··· MATERIAL SHOWN ···

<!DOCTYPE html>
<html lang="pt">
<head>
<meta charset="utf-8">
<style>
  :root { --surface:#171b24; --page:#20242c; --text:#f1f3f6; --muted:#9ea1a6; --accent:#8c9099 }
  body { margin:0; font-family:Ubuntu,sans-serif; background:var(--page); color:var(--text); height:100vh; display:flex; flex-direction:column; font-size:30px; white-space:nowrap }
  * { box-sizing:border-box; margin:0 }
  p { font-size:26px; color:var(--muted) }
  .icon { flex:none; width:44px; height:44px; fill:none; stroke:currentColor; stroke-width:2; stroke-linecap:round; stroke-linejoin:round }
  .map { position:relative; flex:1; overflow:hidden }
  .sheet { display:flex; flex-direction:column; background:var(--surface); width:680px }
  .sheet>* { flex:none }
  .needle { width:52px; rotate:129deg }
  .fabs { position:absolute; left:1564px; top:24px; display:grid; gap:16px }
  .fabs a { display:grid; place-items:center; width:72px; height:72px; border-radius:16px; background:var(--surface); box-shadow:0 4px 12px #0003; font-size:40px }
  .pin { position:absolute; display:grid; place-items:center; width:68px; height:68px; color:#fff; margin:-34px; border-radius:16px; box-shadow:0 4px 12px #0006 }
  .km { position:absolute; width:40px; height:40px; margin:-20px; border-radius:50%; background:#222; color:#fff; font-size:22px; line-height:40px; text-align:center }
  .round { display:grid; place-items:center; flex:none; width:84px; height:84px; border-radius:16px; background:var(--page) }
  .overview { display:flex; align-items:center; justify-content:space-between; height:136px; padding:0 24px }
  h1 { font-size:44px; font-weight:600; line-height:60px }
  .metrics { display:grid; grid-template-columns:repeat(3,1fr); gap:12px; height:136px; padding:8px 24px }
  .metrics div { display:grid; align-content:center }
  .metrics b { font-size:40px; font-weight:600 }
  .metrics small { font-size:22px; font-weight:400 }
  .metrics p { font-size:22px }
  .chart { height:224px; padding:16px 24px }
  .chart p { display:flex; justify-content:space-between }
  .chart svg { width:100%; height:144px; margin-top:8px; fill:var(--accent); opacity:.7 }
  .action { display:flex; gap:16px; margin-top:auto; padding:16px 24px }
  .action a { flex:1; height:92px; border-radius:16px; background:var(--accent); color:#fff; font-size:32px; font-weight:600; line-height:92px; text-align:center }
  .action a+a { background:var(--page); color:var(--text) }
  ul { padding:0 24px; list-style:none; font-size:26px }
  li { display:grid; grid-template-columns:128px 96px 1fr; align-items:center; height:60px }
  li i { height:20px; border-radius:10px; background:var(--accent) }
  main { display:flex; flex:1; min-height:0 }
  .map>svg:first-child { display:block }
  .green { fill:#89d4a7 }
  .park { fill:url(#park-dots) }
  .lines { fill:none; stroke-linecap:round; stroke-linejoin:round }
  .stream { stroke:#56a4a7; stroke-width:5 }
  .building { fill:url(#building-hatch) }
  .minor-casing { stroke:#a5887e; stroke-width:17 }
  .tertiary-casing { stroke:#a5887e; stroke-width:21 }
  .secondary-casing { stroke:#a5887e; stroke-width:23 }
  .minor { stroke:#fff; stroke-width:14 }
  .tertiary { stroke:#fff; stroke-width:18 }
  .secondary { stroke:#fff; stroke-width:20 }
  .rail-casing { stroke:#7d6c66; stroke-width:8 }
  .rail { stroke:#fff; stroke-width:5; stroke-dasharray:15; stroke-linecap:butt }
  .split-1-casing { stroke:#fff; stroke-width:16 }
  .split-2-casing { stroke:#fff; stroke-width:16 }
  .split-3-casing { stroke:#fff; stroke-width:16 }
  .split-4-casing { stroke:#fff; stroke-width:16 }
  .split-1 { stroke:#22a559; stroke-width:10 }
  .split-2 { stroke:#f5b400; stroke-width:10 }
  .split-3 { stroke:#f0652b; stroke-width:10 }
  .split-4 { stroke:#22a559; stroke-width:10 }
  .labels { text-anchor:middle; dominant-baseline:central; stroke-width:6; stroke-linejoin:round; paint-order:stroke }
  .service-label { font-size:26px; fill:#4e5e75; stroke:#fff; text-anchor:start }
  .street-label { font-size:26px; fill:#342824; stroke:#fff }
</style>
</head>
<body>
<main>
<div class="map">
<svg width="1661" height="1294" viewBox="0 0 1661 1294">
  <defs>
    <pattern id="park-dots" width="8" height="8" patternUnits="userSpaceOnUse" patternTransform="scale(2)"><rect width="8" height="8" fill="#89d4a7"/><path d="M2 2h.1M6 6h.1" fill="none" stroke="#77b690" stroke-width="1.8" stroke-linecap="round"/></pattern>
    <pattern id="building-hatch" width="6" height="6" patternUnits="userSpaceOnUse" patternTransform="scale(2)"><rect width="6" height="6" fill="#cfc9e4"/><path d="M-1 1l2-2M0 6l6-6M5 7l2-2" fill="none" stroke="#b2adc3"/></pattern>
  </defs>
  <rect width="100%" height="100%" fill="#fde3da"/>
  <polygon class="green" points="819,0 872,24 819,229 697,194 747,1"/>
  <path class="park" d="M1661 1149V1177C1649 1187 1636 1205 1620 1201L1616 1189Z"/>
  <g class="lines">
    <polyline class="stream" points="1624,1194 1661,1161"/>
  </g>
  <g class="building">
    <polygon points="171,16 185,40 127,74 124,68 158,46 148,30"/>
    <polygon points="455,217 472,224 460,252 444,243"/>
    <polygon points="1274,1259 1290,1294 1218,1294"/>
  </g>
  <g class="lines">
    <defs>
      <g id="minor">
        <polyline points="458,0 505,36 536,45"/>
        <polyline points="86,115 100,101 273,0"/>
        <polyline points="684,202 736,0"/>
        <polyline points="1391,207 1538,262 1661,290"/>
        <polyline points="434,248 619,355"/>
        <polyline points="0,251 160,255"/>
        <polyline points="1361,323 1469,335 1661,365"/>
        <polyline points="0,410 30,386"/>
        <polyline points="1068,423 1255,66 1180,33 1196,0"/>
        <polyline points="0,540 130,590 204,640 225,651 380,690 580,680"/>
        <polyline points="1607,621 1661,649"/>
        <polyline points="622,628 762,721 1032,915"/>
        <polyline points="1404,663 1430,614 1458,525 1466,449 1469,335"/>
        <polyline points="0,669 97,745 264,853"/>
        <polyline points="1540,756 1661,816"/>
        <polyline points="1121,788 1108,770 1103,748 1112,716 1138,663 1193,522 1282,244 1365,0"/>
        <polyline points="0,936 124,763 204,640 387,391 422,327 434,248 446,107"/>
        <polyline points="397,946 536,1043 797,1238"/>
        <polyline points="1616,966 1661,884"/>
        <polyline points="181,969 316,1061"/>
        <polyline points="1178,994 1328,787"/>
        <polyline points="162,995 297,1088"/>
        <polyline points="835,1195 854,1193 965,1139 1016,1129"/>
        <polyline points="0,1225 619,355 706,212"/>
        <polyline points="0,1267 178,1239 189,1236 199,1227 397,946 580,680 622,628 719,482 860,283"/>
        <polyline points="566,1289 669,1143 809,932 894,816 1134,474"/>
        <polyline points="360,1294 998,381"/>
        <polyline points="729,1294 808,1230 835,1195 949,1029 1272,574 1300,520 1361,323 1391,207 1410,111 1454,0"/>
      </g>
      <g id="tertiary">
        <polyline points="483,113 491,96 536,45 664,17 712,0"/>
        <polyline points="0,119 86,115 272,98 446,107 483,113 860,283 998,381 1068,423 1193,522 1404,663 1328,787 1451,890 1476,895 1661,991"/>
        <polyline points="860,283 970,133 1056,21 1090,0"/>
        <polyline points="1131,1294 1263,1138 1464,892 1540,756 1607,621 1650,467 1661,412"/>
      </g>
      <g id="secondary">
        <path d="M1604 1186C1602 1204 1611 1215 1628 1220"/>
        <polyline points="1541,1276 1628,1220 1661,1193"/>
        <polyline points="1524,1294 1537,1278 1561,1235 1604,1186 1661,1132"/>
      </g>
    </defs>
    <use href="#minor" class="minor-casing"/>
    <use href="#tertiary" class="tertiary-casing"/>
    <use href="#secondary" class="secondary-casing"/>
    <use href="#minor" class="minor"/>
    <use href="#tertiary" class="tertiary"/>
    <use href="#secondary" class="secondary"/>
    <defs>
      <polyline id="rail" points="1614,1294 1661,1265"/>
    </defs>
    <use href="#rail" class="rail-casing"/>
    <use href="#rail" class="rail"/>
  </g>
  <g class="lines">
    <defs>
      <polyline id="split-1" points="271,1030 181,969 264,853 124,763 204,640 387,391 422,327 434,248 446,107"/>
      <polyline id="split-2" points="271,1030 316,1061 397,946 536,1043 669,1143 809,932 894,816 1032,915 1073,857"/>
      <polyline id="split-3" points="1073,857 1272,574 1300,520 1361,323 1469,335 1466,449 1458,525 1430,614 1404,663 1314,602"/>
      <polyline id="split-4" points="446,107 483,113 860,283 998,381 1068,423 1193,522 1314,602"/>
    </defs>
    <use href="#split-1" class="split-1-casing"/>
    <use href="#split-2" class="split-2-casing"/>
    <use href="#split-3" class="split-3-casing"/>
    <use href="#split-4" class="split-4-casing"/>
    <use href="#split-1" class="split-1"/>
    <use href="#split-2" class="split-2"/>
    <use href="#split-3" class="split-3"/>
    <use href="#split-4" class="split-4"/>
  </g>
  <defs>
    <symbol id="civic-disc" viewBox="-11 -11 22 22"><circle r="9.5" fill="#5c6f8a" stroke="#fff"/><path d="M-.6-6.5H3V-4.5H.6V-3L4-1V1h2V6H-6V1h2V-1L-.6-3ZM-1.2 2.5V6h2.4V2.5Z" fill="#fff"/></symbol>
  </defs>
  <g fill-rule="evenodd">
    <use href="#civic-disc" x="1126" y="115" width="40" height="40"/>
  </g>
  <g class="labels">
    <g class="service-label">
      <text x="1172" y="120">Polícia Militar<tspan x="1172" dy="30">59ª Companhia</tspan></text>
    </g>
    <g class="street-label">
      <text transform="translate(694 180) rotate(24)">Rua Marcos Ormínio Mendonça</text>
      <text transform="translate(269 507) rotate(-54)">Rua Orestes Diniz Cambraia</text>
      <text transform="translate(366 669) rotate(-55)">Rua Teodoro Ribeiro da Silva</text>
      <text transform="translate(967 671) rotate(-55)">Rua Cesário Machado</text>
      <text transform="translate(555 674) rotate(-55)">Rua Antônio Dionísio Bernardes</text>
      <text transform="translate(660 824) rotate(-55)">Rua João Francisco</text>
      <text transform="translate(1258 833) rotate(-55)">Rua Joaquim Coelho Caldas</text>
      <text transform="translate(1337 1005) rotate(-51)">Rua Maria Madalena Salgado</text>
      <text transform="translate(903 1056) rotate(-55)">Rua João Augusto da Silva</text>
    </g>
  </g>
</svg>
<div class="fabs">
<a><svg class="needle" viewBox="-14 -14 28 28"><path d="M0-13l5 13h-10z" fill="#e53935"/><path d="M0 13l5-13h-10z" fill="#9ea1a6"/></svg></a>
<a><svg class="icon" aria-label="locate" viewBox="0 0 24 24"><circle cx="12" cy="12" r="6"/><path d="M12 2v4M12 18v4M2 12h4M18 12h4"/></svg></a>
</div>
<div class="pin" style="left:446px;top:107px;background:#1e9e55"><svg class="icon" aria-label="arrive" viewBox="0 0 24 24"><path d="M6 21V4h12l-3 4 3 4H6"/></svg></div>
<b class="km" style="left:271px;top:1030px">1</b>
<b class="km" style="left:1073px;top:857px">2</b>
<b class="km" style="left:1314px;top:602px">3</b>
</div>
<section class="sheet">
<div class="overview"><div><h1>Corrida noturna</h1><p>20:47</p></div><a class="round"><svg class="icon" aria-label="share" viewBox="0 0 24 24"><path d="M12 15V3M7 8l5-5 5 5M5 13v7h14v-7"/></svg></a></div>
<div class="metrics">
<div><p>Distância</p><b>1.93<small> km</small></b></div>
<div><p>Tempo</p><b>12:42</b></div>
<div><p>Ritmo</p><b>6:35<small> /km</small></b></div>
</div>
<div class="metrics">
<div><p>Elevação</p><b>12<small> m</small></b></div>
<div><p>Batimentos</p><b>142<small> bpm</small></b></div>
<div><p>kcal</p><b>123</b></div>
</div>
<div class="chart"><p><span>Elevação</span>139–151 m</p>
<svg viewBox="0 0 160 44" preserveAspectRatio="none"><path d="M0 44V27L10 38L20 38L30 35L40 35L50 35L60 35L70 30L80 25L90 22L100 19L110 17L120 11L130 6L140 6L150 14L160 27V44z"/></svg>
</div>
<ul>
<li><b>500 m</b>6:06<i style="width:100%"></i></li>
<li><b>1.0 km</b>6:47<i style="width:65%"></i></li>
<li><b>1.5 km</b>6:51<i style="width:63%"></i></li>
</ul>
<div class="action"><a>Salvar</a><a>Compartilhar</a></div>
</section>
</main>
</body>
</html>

···

## WORK ORDER:
Your answer consists solely of the lines from the top of the records above through the line that contains "--surface:#171b24; --page:#20242c; --text:#f1f3f6;", each echoed exactly.

## TASK OUTPUT:
<!DOCTYPE html>
<html lang="pt">
<head>
<meta charset="utf-8">
<style>
  :root { --surface:#171b24; --page:#20242c; --text:#f1f3f6; --muted:#9ea1a6; --accent:#8c9099 }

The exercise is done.